GIVEN DATA:
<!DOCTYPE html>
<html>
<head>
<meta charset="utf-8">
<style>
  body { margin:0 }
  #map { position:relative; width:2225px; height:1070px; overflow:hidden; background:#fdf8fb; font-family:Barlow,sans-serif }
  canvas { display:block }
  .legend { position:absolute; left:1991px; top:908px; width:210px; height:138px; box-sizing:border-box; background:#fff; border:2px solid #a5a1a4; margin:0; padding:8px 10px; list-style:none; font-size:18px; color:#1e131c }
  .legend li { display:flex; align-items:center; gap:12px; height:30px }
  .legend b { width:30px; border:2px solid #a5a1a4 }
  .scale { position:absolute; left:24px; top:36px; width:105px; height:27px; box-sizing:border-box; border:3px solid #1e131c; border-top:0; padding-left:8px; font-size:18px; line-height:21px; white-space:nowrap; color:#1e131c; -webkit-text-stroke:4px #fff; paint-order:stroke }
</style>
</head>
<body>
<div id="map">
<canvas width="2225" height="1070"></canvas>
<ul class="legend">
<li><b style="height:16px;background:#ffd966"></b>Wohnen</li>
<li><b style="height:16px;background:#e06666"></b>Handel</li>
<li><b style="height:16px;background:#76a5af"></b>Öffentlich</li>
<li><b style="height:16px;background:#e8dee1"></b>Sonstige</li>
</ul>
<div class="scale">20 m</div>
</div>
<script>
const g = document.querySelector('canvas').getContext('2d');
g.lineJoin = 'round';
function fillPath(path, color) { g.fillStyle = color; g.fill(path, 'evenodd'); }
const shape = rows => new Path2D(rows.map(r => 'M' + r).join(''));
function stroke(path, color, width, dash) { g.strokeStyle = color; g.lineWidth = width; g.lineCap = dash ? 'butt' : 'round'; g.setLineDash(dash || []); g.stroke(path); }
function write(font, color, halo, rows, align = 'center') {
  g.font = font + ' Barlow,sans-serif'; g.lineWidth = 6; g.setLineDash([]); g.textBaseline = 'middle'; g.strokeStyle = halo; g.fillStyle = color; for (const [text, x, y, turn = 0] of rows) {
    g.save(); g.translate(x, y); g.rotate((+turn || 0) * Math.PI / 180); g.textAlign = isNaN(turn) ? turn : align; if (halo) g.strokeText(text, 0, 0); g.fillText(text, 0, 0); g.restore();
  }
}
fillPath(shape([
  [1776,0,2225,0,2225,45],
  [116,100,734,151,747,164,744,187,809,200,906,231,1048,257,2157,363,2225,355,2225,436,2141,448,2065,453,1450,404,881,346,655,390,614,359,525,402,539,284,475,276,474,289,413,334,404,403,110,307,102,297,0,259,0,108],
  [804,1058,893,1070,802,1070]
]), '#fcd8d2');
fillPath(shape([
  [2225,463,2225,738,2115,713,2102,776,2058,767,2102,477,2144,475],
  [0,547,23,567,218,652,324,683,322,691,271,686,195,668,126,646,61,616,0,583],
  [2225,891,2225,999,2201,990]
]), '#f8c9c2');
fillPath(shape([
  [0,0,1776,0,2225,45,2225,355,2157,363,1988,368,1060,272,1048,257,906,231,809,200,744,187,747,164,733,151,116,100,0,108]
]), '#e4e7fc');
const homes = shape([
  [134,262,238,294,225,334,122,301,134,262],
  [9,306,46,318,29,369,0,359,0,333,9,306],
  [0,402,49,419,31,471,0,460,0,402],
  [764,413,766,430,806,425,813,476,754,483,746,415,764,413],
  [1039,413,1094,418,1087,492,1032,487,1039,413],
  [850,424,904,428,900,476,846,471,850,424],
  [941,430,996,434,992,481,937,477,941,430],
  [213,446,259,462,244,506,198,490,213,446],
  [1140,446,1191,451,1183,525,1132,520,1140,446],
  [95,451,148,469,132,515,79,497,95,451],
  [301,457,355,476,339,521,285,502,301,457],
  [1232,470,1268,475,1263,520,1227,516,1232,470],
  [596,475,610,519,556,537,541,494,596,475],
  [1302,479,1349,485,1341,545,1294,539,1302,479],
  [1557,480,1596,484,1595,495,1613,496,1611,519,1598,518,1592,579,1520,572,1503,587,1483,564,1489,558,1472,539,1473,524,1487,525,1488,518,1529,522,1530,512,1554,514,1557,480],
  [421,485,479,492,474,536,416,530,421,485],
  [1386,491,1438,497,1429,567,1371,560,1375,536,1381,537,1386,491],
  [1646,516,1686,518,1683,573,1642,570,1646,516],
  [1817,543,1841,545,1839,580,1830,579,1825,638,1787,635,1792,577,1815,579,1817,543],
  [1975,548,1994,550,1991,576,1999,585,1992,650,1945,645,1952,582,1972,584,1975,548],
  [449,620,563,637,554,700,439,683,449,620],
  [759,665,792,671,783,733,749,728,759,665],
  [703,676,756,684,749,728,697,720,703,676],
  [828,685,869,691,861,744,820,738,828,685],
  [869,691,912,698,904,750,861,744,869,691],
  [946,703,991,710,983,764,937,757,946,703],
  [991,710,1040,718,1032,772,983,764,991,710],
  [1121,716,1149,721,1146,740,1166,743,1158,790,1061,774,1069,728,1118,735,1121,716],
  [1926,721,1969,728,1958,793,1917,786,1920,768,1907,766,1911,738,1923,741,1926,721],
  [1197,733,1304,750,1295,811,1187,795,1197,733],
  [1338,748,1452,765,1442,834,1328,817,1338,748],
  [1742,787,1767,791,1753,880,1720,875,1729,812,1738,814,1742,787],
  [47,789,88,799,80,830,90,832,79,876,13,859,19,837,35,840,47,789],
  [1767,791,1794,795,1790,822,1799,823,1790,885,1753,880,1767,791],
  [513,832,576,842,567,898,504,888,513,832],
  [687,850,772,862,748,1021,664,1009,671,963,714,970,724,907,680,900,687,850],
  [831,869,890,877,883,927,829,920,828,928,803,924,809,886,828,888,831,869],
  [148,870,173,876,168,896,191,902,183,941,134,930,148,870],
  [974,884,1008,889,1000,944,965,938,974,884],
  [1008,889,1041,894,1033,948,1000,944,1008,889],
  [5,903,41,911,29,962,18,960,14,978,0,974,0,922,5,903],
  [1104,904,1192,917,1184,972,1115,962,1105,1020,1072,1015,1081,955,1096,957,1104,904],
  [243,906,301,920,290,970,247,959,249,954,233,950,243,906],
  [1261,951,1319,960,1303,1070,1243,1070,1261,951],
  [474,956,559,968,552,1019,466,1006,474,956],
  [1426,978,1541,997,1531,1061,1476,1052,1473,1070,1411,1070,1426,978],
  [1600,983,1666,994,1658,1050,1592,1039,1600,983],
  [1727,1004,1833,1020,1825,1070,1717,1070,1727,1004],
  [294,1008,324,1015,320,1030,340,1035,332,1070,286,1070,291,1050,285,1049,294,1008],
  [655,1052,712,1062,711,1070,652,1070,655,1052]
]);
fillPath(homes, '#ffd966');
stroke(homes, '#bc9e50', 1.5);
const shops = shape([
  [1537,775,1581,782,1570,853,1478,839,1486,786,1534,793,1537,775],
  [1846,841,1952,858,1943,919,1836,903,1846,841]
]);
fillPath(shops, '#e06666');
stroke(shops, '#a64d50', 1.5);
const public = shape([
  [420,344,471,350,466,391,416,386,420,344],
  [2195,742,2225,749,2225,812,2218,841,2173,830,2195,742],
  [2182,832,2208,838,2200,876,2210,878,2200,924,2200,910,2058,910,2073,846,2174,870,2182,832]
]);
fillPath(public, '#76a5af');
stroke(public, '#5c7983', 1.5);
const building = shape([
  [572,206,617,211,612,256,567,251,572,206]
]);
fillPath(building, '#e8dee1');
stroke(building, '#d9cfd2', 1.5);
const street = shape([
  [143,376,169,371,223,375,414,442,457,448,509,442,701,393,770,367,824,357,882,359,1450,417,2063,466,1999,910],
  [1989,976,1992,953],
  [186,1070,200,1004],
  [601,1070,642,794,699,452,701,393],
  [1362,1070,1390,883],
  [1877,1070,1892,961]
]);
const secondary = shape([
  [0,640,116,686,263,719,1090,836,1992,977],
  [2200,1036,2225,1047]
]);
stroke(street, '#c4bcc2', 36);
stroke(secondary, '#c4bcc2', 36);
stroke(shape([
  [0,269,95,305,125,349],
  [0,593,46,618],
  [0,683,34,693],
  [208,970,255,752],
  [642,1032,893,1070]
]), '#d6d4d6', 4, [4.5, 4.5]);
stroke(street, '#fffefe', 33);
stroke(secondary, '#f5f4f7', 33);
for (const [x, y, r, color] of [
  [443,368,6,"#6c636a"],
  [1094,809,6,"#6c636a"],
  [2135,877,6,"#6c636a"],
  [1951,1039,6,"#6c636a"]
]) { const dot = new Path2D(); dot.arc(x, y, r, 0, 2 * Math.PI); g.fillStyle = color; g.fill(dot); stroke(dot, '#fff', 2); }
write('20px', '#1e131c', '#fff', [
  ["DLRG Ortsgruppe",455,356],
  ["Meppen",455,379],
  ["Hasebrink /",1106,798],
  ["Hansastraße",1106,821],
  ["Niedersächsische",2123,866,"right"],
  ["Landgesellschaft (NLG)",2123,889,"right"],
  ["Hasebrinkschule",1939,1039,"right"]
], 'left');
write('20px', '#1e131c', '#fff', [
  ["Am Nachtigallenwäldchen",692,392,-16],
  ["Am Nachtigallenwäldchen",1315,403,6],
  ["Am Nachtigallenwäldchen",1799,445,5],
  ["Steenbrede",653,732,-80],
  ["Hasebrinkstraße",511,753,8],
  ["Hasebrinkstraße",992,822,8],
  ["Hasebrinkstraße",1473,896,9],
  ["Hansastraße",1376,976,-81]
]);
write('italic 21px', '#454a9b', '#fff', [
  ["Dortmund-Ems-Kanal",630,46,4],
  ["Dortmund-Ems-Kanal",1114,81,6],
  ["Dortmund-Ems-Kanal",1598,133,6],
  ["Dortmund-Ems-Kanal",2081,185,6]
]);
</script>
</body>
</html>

EXERCISE AIM:
Tell how many lines in the data include the string "center". Reply with the number and no other text.

ANSWER BOX:
2